• TASK OBJECTIVE: Your answer should consist of every line from the records that holds the string "اسواق".

RECORDS SHOWN section start

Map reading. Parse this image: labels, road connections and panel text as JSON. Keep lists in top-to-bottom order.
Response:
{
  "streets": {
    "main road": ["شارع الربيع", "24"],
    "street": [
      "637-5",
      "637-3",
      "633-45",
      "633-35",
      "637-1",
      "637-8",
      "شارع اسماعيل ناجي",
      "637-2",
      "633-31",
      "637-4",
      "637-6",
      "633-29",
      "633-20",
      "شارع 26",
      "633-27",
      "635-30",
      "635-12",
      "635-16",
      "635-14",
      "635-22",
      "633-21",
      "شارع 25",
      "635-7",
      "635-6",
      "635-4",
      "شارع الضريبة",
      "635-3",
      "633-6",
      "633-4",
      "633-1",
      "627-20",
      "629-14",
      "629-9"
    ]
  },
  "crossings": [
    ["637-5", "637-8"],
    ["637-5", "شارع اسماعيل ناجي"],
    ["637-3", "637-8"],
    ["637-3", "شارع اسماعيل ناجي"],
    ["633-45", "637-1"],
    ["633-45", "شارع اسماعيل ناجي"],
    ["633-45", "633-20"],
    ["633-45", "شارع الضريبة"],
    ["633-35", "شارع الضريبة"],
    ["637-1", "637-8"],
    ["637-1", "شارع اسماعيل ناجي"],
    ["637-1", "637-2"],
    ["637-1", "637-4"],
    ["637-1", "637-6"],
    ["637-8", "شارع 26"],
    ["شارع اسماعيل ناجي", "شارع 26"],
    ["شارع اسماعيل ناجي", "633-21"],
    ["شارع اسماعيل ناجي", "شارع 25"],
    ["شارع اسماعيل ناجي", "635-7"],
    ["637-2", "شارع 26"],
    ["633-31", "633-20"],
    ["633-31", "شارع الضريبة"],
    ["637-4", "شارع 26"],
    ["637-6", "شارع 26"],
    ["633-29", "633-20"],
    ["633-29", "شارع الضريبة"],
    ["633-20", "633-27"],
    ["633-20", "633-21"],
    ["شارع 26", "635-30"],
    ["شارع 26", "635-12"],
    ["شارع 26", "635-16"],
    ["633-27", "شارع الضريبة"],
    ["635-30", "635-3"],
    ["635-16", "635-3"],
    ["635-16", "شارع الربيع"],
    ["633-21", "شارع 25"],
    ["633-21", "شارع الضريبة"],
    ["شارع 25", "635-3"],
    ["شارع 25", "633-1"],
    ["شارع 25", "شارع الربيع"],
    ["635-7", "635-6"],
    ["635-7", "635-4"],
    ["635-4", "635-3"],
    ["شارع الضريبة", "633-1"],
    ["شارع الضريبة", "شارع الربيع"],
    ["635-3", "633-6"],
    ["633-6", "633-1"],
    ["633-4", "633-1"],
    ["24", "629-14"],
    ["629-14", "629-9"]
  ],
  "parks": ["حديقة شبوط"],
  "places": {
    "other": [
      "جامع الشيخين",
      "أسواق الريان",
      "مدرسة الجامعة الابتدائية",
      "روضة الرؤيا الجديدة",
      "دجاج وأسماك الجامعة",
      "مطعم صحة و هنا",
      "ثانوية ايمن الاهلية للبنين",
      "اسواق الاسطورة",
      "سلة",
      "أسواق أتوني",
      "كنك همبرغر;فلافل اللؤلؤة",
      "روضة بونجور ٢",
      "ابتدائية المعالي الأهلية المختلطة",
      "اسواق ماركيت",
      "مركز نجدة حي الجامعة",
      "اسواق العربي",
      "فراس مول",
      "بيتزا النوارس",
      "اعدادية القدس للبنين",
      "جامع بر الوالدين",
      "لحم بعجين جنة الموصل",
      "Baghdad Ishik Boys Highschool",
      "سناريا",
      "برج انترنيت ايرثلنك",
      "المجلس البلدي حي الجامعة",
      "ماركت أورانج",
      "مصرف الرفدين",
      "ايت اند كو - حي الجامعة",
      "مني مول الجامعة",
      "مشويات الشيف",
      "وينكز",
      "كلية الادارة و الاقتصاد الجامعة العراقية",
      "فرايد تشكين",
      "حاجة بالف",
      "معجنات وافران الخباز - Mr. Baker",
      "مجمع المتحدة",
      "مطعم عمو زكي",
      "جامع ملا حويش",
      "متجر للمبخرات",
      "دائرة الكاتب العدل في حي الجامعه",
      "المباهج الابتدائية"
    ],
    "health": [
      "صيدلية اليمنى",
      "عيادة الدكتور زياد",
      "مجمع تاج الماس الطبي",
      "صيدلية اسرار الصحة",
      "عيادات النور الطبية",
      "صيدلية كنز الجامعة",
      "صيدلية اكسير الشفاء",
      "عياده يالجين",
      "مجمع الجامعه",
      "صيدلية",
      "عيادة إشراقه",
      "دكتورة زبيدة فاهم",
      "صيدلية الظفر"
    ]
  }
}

RECORDS SHOWN section end

• ANSWER TO THE PROBLEM:
      "اسواق الاسطورة",
      "اسواق ماركيت",
      "اسواق العربي",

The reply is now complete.